== Segment start ==

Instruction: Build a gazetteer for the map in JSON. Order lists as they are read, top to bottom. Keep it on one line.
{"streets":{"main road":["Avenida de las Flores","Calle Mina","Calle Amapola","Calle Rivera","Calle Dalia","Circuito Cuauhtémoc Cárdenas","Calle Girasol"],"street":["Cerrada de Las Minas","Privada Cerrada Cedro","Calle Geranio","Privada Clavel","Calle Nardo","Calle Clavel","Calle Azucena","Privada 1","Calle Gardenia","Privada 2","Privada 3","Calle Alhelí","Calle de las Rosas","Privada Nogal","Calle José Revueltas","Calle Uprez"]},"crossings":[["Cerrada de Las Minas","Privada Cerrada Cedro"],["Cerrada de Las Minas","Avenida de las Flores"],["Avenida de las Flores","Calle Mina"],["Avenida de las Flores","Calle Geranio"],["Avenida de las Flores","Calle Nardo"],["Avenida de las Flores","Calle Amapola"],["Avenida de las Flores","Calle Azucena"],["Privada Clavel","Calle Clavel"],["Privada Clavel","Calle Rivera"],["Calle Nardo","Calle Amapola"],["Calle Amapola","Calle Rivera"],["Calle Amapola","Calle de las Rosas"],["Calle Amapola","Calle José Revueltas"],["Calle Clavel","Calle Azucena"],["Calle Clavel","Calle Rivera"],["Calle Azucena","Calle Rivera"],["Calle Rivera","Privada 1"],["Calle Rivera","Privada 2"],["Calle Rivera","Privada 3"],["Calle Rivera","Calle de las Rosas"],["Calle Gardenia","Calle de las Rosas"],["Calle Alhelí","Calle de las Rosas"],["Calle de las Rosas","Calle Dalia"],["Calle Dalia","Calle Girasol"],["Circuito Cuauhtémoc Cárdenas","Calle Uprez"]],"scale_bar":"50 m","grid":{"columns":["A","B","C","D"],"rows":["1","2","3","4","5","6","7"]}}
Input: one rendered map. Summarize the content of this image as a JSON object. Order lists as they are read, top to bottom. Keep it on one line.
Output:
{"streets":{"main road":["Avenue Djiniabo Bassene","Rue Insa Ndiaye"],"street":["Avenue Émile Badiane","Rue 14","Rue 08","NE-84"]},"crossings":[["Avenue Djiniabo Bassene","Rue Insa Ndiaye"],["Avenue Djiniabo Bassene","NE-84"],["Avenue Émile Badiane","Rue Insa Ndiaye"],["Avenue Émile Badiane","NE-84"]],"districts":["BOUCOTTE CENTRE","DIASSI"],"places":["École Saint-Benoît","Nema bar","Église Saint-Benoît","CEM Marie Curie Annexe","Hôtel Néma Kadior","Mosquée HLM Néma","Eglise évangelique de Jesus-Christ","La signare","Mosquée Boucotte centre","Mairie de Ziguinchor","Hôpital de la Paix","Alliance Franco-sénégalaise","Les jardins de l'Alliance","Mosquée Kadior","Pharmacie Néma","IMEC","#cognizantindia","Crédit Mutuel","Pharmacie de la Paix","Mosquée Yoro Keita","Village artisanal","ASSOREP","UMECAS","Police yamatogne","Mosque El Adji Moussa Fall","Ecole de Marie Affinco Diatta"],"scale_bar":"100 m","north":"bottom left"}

== Segment end ==

## How to complete this task:
Within the data above, determine the number of lines that contain the word "they"; write only that number.

## Solution for this task:
2